_PROBLEM DESCRIPTION_
Gather up every line from the entries below that uses the word "Nelocco".

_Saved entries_
<<<<
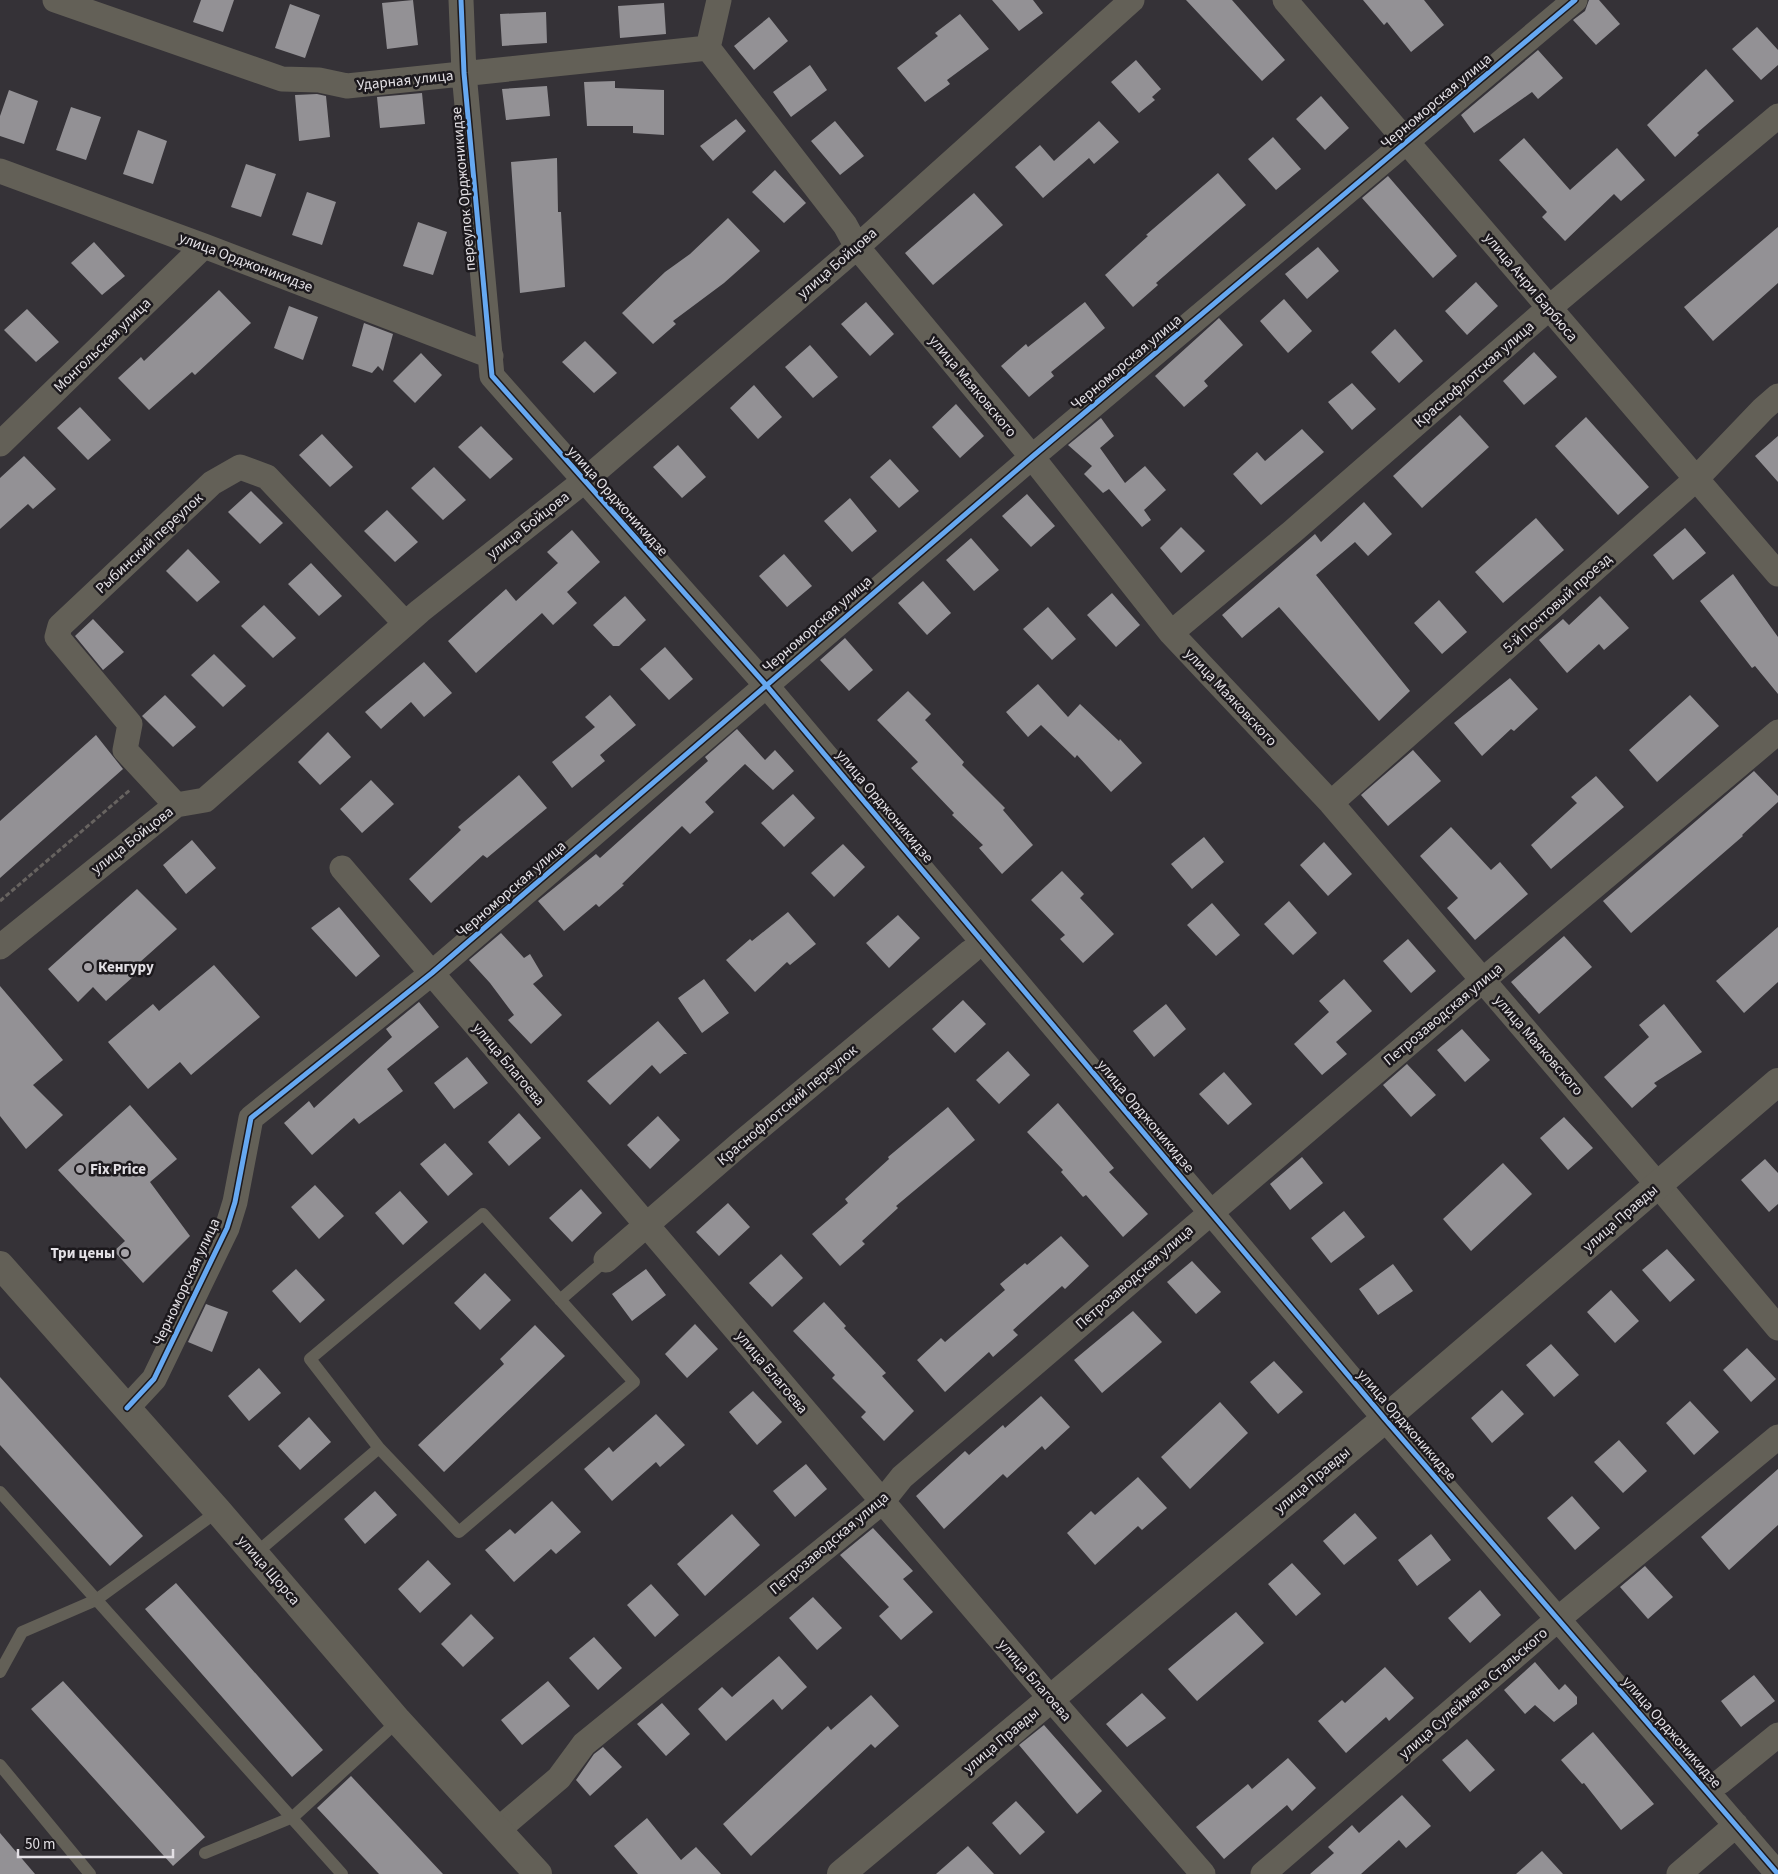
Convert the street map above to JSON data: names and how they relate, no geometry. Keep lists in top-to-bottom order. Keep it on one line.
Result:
{"streets":{"street":["Ударная улица","Черноморская улица","переулок Орджоникидзе","улица Орджоникидзе","улица Бойцова","улица Анри Барбюса","Монгольская улица","Краснофлотская улица","улица Маяковского","Рыбинский переулок","5-й Почтовый проезд","Петрозаводская улица","улица Благоева","Краснофлотский переулок","улица Правды","улица Щорса","улица Сулеймана Стальского"]},"crossings":[["Ударная улица","переулок Орджоникидзе"],["Ударная улица","улица Маяковского"],["Черноморская улица","улица Орджоникидзе"],["Черноморская улица","улица Анри Барбюса"],["Черноморская улица","улица Маяковского"],["Черноморская улица","улица Благоева"],["Черноморская улица","улица Щорса"],["переулок Орджоникидзе","улица Орджоникидзе"],["улица Орджоникидзе","улица Бойцова"],["улица Орджоникидзе","Монгольская улица"],["улица Орджоникидзе","Петрозаводская улица"],["улица Орджоникидзе","улица Правды"],["улица Орджоникидзе","улица Сулеймана Стальского"],["улица Бойцова","улица Маяковского"],["улица Бойцова","Рыбинский переулок"],["улица Анри Барбюса","Краснофлотская улица"],["улица Анри Барбюса","5-й Почтовый проезд"],["Краснофлотская улица","улица Маяковского"],["улица Маяковского","5-й Почтовый проезд"],["улица Маяковского","Петрозаводская улица"],["улица Маяковского","улица Правды"],["Петрозаводская улица","улица Благоева"],["Петрозаводская улица","улица Щорса"],["улица Благоева","Краснофлотский переулок"],["улица Благоева","улица Правды"]],"places":["Кенгуру","Fix Price","Три цены"],"scale_bar":"50 m"}
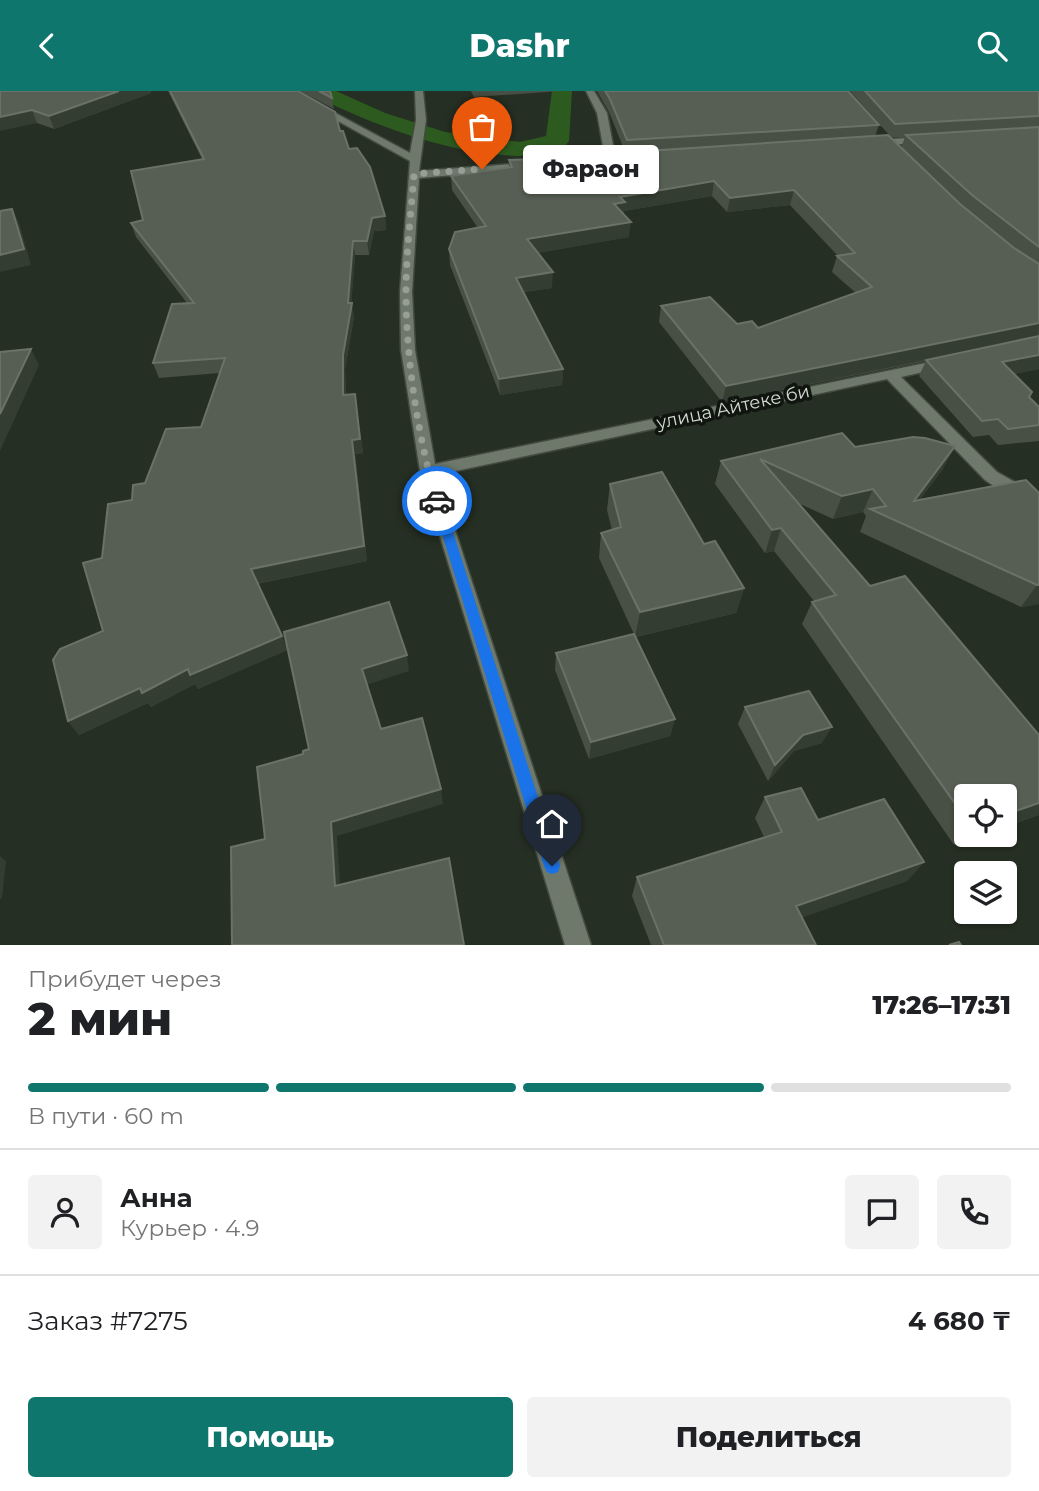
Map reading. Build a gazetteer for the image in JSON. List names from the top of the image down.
{
  "streets": {
    "street": ["улица Айтеке би"]
  },
  "places": ["Фараон"],
  "page": {
    "header": "Dashr",
    "bubble": "Фараон",
    "heading": ["2 мин", "Прибудет через", "17:26–17:31"],
    "panel": [
      "Анна",
      "Курьер · 4.9",
      "Заказ #7275",
      "4 680 ₸"
    ],
    "bar": "В пути · 60 m",
    "buttons": ["Помощь", "Поделиться"]
  }
}
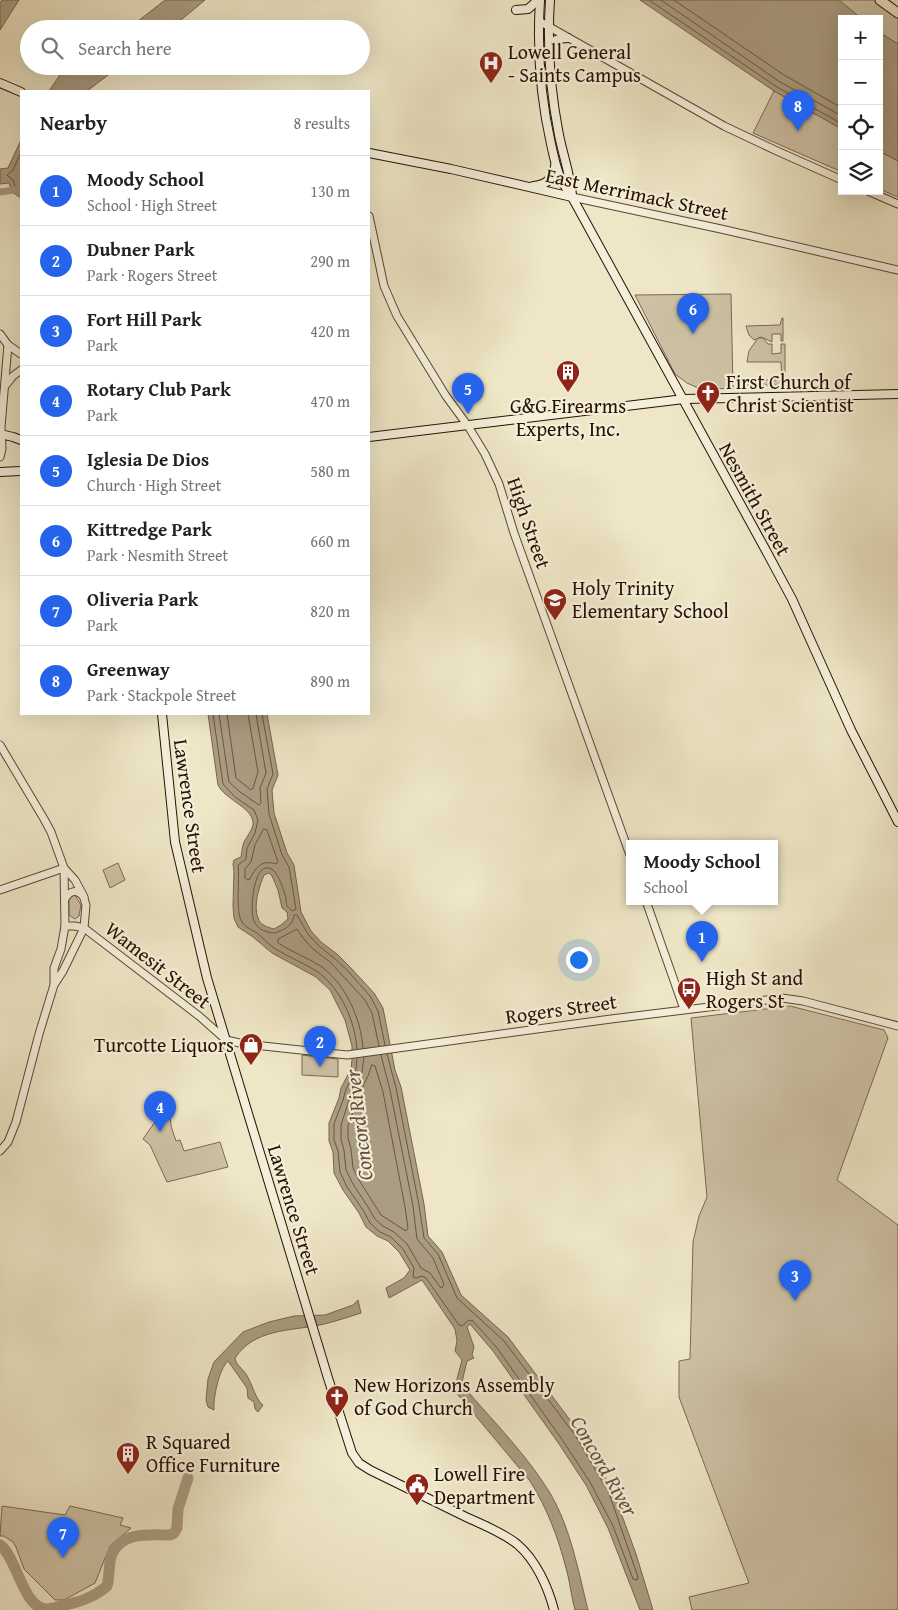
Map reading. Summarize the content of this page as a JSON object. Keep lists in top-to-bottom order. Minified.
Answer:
{"streets":{"main road":["East Merrimack Street","Nesmith Street","Lawrence Street"],"street":["High Street","Wamesit Street","Rogers Street"]},"crossings":[["East Merrimack Street","Nesmith Street"],["Lawrence Street","Wamesit Street"],["Lawrence Street","Rogers Street"],["Wamesit Street","Rogers Street"]],"water":["Concord River"],"places":{"hospital":["Lowell General - Saints Campus"],"building":["G&G Firearms Experts, Inc.","R Squared Office Furniture"],"church":["First Church of Christ Scientist","New Horizons Assembly of God Church"],"school or university":["Holy Trinity Elementary School"],"bus stop":["High St and Rogers St"],"shop":["Turcotte Liquors"],"public building":["Lowell Fire Department"]},"page":{"map_buttons":["+","−"],"search":"Search here","pins":["8","6","5","1","2","4","3","7"],"heading":["Nearby","8 results"],"list":[{"mark":"1","name":"Moody School","note":"School · High Street","value":"130 m"},{"mark":"2","name":"Dubner Park","note":"Park · Rogers Street","value":"290 m"},{"mark":"3","name":"Fort Hill Park","note":"Park","value":"420 m"},{"mark":"4","name":"Rotary Club Park","note":"Park","value":"470 m"},{"mark":"5","name":"Iglesia De Dios","note":"Church · High Street","value":"580 m"},{"mark":"6","name":"Kittredge Park","note":"Park · Nesmith Street","value":"660 m"},{"mark":"7","name":"Oliveria Park","note":"Park","value":"820 m"},{"mark":"8","name":"Greenway","note":"Park · Stackpole Street","value":"890 m"}],"popup":["Moody School","School"]}}
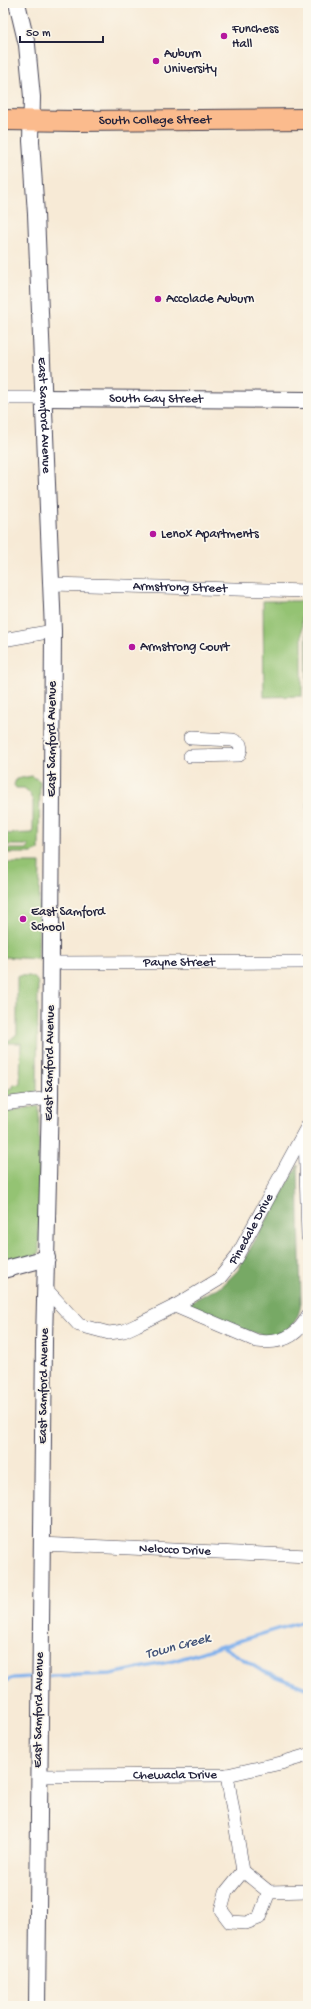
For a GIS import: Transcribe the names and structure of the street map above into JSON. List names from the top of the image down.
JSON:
{
  "streets": {
    "main road": ["South College Street"],
    "street": [
      "South Gay Street",
      "East Samford Avenue",
      "Armstrong Street",
      "Payne Street",
      "Pinedale Drive",
      "Nelocco Drive",
      "Chewacla Drive"
    ]
  },
  "crossings": [
    ["South College Street", "East Samford Avenue"],
    ["South Gay Street", "East Samford Avenue"],
    ["East Samford Avenue", "Armstrong Street"],
    ["East Samford Avenue", "Payne Street"],
    ["East Samford Avenue", "Pinedale Drive"],
    ["East Samford Avenue", "Nelocco Drive"],
    ["East Samford Avenue", "Chewacla Drive"]
  ],
  "water": ["Town Creek"],
  "places": [
    "Funchess Hall",
    "Auburn University",
    "Accolade Auburn",
    "Lenox Apartments",
    "Armstrong Court",
    "East Samford School"
  ],
  "scale_bar": "50 m"
}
>>>>
_TASK RESPONSE_
      "Nelocco Drive",
    ["East Samford Avenue", "Nelocco Drive"],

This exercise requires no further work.